Only later, after the dust had settled from Kona, after my wife had discovered the lump in my throat just months after the run down Ali'i Drive, after the doctors had asked me to come in again and again and again, never exactly telling me why, the probes and tests getting more invasive, the vague hints about surgery becoming less and less amorphous - only then I think back on the lead up to Kona. And suddenly, it all began to make sense.  And just as suddenly, it dawned on me that I'd been lucky to make it to Kona, never mind having a race that would help me finally resolve some of the feelings I had over not being able to compete in '85, and then for not being able to show that '84 hadn't been a flash in the pan after dropping out in '86 while a member of the U.S. team.

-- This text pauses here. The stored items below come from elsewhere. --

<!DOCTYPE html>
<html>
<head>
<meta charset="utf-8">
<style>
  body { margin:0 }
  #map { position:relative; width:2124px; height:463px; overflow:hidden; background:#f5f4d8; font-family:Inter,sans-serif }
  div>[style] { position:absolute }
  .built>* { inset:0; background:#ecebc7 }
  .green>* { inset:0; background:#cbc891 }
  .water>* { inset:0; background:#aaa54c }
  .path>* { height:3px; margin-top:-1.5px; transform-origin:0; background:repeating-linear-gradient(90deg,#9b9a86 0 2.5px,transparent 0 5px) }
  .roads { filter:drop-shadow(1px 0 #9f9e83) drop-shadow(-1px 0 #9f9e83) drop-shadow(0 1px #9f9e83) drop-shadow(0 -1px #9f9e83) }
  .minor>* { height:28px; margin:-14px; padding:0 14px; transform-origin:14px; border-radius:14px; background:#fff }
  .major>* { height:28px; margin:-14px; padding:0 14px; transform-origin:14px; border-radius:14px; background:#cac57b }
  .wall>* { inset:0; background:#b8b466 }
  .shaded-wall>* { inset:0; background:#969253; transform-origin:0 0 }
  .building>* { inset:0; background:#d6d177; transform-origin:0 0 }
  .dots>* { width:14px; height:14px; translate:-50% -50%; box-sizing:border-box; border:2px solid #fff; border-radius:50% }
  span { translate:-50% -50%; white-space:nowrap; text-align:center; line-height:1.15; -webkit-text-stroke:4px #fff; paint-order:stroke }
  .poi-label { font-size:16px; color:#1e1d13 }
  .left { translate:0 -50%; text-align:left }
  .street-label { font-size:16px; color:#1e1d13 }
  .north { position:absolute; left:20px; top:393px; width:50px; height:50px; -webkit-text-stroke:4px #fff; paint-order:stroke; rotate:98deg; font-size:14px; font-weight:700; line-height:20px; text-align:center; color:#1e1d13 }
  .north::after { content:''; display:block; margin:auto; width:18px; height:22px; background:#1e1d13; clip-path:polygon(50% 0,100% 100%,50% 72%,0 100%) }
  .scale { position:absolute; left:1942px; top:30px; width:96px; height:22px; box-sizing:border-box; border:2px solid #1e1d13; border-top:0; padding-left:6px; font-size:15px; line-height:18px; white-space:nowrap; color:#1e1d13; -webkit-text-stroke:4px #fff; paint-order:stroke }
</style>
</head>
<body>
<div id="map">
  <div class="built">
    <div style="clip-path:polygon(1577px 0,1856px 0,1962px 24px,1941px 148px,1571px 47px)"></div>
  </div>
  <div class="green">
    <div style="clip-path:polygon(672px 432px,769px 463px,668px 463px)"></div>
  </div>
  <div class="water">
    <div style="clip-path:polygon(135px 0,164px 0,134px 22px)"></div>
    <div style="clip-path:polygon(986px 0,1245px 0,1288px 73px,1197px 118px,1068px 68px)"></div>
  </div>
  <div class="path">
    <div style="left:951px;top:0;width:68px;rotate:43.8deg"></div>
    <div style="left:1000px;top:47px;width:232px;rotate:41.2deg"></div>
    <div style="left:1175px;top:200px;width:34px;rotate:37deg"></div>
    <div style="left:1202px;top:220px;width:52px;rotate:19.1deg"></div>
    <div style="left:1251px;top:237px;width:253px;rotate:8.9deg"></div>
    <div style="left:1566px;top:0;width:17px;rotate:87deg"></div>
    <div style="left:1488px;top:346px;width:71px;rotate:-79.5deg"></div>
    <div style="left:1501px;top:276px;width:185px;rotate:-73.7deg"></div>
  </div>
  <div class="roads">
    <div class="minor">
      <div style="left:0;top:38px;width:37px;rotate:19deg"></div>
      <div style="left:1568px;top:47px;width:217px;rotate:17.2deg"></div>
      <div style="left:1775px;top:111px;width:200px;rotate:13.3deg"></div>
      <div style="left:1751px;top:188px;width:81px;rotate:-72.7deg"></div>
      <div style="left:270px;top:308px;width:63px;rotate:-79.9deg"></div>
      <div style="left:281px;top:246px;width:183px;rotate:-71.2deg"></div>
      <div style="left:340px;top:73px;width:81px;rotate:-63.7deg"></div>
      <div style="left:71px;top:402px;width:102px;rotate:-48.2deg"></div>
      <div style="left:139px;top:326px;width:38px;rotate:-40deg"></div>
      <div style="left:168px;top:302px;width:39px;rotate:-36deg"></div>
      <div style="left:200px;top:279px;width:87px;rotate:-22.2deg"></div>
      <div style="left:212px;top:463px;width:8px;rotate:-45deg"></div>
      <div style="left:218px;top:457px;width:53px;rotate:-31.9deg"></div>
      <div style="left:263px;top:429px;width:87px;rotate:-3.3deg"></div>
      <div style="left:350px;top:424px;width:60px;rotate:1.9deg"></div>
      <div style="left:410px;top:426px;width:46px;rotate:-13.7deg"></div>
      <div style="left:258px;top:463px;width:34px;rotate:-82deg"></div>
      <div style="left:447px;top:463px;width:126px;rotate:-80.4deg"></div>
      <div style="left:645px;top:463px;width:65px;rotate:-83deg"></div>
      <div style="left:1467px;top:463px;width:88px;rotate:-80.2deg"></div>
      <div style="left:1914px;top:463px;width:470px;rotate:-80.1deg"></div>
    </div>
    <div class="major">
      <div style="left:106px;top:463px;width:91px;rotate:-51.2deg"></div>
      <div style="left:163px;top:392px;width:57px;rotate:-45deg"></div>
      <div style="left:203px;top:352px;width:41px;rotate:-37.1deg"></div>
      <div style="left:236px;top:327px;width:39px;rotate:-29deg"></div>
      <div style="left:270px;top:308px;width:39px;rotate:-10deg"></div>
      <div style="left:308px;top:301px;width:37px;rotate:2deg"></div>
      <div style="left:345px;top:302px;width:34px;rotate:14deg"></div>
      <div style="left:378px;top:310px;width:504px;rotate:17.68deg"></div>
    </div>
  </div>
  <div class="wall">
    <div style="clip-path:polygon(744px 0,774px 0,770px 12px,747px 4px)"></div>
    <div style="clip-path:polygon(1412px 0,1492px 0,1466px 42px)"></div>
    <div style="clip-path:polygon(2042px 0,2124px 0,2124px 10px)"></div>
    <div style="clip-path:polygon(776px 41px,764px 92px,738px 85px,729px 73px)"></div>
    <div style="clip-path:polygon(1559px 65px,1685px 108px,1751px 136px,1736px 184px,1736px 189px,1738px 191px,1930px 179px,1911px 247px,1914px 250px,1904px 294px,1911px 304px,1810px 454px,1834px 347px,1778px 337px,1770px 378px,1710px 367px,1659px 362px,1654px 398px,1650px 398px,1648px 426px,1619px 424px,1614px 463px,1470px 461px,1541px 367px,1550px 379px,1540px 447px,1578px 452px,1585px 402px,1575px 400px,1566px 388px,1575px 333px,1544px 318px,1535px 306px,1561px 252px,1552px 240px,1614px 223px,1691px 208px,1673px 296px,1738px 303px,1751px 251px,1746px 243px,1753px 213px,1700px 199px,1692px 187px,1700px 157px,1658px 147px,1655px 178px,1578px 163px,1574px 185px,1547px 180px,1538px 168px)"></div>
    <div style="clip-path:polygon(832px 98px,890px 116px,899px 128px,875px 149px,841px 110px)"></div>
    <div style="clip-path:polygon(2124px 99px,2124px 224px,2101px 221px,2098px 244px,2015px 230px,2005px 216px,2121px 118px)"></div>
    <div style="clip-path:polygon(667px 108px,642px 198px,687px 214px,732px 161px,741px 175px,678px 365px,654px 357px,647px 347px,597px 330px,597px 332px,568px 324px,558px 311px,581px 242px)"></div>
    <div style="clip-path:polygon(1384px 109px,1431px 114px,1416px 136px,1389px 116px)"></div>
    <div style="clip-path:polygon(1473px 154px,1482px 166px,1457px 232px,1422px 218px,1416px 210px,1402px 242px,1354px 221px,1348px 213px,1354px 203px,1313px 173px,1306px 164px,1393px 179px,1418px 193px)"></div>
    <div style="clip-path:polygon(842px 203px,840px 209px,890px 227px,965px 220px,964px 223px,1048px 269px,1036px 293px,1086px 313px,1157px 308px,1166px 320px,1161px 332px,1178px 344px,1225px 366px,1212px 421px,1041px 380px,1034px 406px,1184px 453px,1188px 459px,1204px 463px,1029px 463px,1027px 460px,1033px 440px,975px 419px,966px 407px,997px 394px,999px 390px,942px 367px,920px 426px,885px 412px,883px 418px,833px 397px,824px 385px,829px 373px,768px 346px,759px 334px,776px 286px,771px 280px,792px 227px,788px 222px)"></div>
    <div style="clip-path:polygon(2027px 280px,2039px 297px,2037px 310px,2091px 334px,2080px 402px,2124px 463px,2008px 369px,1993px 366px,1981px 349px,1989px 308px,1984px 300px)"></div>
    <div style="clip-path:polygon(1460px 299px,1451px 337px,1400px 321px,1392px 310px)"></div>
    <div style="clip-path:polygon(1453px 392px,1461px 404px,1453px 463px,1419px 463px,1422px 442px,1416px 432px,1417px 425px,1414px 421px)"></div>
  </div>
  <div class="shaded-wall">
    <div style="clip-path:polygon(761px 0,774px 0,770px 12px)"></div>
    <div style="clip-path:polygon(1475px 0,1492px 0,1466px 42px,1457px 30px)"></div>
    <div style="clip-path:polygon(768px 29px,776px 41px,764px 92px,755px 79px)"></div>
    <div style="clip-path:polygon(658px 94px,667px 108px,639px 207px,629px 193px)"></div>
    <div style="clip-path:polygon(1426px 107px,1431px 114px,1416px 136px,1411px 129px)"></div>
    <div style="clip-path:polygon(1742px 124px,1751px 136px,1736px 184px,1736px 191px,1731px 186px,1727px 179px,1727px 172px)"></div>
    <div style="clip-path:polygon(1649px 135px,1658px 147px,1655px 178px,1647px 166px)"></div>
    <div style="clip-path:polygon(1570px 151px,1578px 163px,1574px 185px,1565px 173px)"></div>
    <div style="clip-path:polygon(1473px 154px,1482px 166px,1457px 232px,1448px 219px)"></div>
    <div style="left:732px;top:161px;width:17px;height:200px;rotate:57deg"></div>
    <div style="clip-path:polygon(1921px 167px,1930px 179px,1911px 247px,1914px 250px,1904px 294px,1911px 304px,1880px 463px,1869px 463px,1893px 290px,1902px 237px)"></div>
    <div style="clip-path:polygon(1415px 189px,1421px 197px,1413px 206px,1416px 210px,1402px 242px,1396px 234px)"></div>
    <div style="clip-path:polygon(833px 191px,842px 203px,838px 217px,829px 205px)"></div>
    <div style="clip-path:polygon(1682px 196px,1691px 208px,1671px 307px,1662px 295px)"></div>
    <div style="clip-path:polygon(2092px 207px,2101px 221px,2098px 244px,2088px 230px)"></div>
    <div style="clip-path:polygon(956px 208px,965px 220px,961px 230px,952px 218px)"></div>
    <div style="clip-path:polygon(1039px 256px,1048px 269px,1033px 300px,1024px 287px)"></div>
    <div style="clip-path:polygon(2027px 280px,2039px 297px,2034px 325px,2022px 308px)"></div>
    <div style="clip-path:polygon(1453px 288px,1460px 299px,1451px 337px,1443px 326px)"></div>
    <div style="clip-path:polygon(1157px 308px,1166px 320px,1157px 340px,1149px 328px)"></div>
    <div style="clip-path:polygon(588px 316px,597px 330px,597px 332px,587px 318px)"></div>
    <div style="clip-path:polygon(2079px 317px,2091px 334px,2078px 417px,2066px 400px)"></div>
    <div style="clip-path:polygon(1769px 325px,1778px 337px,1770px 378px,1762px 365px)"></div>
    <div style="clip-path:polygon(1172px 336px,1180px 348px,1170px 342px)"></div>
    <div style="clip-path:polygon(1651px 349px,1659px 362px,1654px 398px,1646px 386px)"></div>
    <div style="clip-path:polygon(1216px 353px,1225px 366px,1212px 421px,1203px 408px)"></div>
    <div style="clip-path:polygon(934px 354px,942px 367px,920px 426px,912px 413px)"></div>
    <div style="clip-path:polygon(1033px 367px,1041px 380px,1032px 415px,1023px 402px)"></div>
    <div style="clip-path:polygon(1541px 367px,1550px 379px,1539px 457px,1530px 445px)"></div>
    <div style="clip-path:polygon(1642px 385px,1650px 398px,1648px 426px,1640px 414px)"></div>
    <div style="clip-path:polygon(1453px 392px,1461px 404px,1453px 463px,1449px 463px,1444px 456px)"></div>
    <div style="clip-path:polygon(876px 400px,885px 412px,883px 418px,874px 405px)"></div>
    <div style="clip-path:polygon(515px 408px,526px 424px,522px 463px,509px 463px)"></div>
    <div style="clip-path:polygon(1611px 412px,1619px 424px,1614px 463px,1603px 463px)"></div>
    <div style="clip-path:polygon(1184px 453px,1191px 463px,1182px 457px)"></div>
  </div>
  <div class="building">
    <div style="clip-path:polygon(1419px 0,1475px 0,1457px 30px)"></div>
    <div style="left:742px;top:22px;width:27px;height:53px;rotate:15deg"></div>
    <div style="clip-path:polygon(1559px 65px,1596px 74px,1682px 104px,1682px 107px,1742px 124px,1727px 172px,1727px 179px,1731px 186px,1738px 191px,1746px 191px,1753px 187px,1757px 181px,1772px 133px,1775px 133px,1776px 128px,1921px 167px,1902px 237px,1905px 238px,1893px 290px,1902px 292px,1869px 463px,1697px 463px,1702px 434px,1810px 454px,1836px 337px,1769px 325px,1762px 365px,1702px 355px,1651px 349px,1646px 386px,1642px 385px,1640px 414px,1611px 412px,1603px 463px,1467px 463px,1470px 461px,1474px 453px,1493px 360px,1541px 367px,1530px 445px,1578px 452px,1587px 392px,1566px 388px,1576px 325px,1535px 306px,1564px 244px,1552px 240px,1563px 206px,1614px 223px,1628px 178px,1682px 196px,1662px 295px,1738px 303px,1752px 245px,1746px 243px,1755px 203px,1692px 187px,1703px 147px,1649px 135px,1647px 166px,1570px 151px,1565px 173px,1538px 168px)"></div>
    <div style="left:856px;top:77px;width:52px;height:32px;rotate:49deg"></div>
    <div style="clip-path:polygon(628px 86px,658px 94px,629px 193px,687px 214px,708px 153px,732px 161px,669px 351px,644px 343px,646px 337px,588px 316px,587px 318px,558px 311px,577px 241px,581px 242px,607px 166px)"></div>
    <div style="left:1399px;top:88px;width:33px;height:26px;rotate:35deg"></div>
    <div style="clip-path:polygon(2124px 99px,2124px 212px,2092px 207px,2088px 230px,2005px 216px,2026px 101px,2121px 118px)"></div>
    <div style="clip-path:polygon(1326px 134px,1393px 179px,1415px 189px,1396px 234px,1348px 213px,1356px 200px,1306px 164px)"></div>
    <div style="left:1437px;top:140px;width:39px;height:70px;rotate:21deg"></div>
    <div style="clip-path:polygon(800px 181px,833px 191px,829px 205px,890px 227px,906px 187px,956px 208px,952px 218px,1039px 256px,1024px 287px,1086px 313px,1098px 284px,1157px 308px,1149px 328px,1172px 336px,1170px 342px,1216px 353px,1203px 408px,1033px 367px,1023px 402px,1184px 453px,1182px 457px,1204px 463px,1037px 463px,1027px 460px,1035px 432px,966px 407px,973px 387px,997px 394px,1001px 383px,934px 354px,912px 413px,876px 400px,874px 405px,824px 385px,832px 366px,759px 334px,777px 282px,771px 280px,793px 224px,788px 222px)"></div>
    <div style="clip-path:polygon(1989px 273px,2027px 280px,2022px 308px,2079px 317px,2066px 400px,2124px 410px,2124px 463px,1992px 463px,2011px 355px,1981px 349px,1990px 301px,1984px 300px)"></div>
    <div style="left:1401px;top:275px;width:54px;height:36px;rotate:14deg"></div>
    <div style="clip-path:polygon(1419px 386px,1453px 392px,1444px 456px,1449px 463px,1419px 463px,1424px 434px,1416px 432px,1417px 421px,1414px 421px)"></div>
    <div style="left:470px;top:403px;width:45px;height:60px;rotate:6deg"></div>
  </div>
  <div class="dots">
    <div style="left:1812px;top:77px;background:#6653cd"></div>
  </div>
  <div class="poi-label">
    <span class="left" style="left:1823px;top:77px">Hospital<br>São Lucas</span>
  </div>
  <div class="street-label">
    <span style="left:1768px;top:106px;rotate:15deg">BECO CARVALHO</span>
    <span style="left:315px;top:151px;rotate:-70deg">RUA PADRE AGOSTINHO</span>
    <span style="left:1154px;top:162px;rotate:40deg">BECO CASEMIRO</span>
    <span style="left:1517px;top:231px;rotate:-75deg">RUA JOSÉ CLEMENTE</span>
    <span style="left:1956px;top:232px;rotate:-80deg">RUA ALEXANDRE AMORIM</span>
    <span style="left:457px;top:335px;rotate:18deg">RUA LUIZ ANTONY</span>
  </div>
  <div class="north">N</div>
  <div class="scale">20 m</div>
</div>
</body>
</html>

So, while I may never know, it's quite possible that my thyroid was already on the blink (energy issue) and that the adjacent tumor had already begun affecting the parathyroid glands (calcium, and therefore cramping, issue).

Some of my students asked me just the other day, "Mr. Evans, are you going to do the Ironman again?"  Standing there before them, only I knew that I can't even ride a half hour on a bike without feeling blitzed these days, that I'd pretty much given up running since it doesn't make my body feel so good, and that a freak tandem bike crash this past summer on Mackinac Island, MI, had hurt my left shoulder, making swimming painful at times.  In truth, my students couldn't understand what a difference a year has made.